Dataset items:
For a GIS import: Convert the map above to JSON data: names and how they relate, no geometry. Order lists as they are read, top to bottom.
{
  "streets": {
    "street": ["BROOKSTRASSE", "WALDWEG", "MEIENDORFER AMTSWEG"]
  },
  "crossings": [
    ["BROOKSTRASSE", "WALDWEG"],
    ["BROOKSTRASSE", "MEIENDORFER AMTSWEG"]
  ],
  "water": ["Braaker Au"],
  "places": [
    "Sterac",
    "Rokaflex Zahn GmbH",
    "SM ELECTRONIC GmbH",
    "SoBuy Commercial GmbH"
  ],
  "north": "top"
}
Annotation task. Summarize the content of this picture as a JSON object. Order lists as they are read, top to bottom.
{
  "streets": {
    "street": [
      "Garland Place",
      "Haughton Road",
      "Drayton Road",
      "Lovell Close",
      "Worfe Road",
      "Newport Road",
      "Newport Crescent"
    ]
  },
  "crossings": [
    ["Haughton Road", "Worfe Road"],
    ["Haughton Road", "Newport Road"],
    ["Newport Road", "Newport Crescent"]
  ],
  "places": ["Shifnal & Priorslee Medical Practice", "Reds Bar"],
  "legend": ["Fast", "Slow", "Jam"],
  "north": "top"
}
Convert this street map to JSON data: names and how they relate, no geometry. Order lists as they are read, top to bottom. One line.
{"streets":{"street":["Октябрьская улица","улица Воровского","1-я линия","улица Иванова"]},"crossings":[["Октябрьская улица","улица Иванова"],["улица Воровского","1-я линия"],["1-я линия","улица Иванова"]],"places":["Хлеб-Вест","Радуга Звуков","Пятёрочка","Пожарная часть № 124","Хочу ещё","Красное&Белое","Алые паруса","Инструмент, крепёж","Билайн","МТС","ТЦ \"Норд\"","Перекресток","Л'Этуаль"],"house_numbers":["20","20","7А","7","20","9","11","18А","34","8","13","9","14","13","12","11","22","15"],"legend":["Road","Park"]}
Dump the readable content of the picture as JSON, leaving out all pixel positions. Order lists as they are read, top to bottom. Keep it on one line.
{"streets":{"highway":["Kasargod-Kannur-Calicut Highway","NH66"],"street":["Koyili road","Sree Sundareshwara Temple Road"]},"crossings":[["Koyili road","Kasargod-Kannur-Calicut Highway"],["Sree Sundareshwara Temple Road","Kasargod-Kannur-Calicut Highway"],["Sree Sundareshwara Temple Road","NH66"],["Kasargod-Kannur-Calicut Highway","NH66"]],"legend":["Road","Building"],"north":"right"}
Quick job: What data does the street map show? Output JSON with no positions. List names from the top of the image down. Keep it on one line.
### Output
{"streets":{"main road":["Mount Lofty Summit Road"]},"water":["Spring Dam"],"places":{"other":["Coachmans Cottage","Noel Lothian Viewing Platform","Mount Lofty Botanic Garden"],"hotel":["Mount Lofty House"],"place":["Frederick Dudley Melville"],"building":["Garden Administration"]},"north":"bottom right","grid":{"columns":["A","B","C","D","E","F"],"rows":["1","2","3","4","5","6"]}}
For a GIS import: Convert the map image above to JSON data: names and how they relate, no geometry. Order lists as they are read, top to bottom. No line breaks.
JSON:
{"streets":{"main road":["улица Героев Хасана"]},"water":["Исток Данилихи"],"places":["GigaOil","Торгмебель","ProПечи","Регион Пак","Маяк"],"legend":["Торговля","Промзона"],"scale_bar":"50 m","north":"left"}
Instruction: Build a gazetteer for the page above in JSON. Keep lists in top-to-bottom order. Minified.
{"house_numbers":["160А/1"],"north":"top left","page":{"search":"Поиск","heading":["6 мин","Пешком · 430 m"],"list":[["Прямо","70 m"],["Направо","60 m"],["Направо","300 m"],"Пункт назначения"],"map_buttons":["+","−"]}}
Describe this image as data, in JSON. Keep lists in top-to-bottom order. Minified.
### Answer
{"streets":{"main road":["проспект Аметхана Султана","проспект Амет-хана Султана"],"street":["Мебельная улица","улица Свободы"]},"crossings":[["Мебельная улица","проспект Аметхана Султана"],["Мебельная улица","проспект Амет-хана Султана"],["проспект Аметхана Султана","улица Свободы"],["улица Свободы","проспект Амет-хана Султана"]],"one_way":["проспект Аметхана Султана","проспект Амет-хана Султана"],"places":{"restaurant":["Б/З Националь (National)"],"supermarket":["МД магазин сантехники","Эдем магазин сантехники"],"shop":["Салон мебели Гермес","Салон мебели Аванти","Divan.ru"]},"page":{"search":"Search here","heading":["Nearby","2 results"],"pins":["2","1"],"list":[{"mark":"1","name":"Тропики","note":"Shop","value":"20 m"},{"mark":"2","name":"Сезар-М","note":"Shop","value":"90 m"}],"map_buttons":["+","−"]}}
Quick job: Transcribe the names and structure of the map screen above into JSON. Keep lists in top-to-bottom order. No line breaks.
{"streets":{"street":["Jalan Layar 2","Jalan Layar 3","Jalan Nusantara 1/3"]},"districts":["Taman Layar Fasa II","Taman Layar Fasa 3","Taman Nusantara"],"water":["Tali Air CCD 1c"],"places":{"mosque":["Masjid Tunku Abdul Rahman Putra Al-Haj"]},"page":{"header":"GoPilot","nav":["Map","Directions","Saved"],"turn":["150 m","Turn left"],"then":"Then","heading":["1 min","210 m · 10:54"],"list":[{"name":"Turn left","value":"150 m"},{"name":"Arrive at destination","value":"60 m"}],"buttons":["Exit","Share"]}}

EXERCISE
Work out the number of lines in the records that contain the string "image". Nothing but that number should be sent back.

SOLUTION TO THIS PROBLEM
3